I really enjoyed today's NY Times article on the success of Portugal's clean energy drive. Ever sceptical of journalists I may have to see if I can get harder data on it in the future but for now a few things jump out at me.
First, it seems that citizens ARE willing to pay higher energy prices to fund clean energy. While public opinion may differ between here and Portugal, from Portugal's experience it doesn't seem true we should simply accept the notion that we have to hide the end costs from consumers through clever legislative mechanisms; presented correctly consumers, in Portugal at least, will accept a 15% rise in energy costs to pay for the transition.

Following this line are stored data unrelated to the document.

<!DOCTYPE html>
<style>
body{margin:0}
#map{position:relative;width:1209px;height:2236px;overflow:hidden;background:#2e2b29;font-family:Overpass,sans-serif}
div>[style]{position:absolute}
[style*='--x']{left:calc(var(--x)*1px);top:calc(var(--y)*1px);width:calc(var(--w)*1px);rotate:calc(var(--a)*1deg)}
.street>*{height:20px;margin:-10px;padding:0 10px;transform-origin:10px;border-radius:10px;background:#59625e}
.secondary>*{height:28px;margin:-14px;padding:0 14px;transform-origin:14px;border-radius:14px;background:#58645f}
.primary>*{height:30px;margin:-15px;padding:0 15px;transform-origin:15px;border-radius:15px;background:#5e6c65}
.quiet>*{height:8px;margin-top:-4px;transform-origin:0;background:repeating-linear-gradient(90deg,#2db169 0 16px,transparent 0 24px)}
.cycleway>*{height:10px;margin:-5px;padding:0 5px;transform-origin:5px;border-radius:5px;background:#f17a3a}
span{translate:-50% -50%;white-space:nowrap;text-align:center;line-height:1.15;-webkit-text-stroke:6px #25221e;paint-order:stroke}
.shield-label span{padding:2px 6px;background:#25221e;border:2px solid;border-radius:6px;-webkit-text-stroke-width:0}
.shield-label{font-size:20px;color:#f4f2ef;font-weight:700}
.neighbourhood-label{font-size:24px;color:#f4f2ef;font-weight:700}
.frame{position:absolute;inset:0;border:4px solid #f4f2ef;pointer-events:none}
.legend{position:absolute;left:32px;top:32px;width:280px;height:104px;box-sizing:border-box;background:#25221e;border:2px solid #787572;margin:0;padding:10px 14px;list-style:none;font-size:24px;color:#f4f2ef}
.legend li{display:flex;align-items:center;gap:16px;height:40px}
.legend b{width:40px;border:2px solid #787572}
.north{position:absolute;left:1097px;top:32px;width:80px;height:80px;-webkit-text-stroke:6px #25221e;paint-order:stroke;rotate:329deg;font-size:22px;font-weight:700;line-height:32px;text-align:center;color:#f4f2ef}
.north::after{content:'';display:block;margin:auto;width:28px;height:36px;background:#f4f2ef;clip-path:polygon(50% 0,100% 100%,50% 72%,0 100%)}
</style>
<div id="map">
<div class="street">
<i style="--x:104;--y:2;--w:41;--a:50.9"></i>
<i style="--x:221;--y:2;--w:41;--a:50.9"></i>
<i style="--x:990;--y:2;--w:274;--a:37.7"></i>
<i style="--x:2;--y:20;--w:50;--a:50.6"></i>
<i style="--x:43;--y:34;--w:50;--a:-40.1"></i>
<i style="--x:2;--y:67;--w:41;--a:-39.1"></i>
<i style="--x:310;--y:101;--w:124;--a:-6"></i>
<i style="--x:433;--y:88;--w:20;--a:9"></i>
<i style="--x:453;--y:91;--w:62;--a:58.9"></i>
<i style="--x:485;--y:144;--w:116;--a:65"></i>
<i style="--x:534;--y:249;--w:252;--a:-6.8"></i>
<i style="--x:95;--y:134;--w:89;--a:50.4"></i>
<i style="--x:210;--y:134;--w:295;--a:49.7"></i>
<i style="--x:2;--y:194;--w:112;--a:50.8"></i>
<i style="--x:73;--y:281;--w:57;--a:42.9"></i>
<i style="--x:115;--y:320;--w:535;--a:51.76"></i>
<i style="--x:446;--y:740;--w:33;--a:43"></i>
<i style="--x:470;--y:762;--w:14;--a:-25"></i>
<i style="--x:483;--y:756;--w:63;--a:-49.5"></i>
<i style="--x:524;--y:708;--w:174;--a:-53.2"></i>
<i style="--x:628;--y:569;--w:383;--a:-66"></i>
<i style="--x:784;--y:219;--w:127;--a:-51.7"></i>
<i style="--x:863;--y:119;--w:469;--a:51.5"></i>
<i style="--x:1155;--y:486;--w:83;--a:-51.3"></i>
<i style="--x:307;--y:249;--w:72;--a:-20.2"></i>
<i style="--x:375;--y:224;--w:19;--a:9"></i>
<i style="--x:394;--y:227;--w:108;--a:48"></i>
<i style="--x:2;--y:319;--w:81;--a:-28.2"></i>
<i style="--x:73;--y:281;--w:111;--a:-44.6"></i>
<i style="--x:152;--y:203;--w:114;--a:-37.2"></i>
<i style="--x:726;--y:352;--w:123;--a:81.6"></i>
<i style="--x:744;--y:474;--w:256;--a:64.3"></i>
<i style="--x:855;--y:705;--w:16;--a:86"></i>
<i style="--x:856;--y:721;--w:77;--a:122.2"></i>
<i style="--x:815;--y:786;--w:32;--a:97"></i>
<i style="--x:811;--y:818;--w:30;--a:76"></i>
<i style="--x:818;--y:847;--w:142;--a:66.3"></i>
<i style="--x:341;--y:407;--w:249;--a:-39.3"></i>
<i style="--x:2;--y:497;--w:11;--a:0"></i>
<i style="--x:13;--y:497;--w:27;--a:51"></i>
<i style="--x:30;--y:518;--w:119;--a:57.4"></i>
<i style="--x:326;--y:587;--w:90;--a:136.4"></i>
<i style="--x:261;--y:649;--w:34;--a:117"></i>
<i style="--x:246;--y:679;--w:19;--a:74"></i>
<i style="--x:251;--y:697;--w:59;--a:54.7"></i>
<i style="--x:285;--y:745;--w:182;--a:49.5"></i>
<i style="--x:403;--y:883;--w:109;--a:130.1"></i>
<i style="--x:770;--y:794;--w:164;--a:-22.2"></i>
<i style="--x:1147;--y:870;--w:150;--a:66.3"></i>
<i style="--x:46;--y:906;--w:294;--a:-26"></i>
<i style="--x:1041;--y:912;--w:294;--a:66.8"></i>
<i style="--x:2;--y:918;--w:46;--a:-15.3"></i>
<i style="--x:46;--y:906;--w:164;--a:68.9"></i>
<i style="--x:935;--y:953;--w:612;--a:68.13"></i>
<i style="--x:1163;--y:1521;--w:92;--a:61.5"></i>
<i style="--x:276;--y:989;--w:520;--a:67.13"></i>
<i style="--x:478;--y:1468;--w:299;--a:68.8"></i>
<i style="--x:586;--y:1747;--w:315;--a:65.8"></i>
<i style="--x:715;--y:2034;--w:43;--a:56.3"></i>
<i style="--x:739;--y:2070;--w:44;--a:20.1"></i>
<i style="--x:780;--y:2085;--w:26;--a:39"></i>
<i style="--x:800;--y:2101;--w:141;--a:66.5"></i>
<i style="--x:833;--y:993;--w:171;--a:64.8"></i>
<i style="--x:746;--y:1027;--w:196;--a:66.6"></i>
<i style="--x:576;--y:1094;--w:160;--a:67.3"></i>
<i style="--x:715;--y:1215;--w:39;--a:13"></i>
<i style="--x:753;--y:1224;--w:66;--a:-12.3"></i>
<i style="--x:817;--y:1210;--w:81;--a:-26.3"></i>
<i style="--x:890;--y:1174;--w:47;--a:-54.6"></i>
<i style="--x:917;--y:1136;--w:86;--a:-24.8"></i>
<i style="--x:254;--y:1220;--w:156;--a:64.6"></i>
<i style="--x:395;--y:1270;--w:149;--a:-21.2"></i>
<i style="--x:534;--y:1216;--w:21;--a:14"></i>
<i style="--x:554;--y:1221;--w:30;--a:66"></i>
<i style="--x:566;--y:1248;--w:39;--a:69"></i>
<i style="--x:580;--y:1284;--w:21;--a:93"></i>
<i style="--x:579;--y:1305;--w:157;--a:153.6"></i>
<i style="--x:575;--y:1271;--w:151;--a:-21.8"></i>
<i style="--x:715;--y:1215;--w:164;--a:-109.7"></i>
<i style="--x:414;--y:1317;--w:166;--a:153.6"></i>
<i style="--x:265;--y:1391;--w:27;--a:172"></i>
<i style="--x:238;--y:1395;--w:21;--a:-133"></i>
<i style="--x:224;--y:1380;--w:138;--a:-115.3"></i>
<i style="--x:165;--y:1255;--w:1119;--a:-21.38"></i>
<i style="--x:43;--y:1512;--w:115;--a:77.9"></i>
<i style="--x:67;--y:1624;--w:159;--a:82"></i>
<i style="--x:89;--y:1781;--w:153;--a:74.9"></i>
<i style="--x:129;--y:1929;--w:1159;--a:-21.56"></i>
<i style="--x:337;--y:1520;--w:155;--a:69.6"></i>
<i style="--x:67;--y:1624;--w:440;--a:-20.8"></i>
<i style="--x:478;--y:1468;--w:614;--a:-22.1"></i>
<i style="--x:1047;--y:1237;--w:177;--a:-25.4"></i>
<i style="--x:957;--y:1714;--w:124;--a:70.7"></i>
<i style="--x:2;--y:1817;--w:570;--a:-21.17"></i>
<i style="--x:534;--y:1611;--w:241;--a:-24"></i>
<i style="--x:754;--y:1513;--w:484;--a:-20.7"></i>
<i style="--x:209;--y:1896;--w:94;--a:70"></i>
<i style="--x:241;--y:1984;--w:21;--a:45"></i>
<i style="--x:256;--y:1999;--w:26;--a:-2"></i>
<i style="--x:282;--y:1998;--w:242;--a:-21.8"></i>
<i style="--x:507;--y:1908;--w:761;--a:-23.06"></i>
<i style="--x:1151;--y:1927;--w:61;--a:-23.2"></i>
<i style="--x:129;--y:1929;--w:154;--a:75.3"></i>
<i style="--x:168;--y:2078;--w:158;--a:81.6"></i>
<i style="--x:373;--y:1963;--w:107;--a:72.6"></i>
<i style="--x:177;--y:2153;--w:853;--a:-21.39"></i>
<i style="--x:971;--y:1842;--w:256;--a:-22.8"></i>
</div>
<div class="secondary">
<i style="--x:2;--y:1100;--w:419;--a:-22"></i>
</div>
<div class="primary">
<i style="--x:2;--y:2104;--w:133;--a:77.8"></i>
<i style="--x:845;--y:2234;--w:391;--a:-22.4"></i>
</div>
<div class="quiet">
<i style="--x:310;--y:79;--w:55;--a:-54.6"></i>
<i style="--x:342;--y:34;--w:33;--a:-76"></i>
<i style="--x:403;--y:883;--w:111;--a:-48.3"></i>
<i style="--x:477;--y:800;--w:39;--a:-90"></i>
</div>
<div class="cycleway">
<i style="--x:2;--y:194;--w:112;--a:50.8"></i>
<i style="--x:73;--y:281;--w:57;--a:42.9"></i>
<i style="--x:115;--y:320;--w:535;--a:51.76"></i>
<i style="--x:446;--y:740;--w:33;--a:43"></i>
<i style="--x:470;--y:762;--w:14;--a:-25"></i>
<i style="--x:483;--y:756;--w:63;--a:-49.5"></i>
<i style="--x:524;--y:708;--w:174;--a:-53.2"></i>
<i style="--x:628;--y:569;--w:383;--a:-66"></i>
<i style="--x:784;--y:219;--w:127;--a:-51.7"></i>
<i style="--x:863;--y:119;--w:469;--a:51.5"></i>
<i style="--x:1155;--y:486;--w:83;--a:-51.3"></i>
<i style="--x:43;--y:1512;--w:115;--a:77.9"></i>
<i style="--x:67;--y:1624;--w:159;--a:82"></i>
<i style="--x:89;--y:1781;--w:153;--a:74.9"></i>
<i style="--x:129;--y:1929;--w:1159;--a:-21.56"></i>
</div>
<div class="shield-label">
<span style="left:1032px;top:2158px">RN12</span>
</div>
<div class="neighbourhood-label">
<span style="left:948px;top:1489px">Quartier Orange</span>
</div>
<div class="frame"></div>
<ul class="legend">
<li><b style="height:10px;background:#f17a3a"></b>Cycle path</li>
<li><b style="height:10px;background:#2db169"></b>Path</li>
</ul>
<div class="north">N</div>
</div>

Second, there is more hope than the doomsayers claim. Portugal's transition has been quite rapid, from 17% of electricity from renewable sources 5 years ago to 45% today. Of course, Portugal is in a position that makes the transition unusually appealing, it has little in the way of domestic supply of fossil fuels so it has to import leading to a high vulnerability to price swings. For them, domestic investment in renewable energy poses relatively little cost to existing domestic firms and there was likely less policy inertia since they would have been unlikely to have the vast system of subsidies and entrenched interests that we do. Still, this transition is technically possible, it's a question of interests not physical barriers.
The third part I'll take up in a separate post since it touches a subject I think is very important and underdiscussed, how private rights can be as much, or more, an impediment to the operating of the market as government intervention.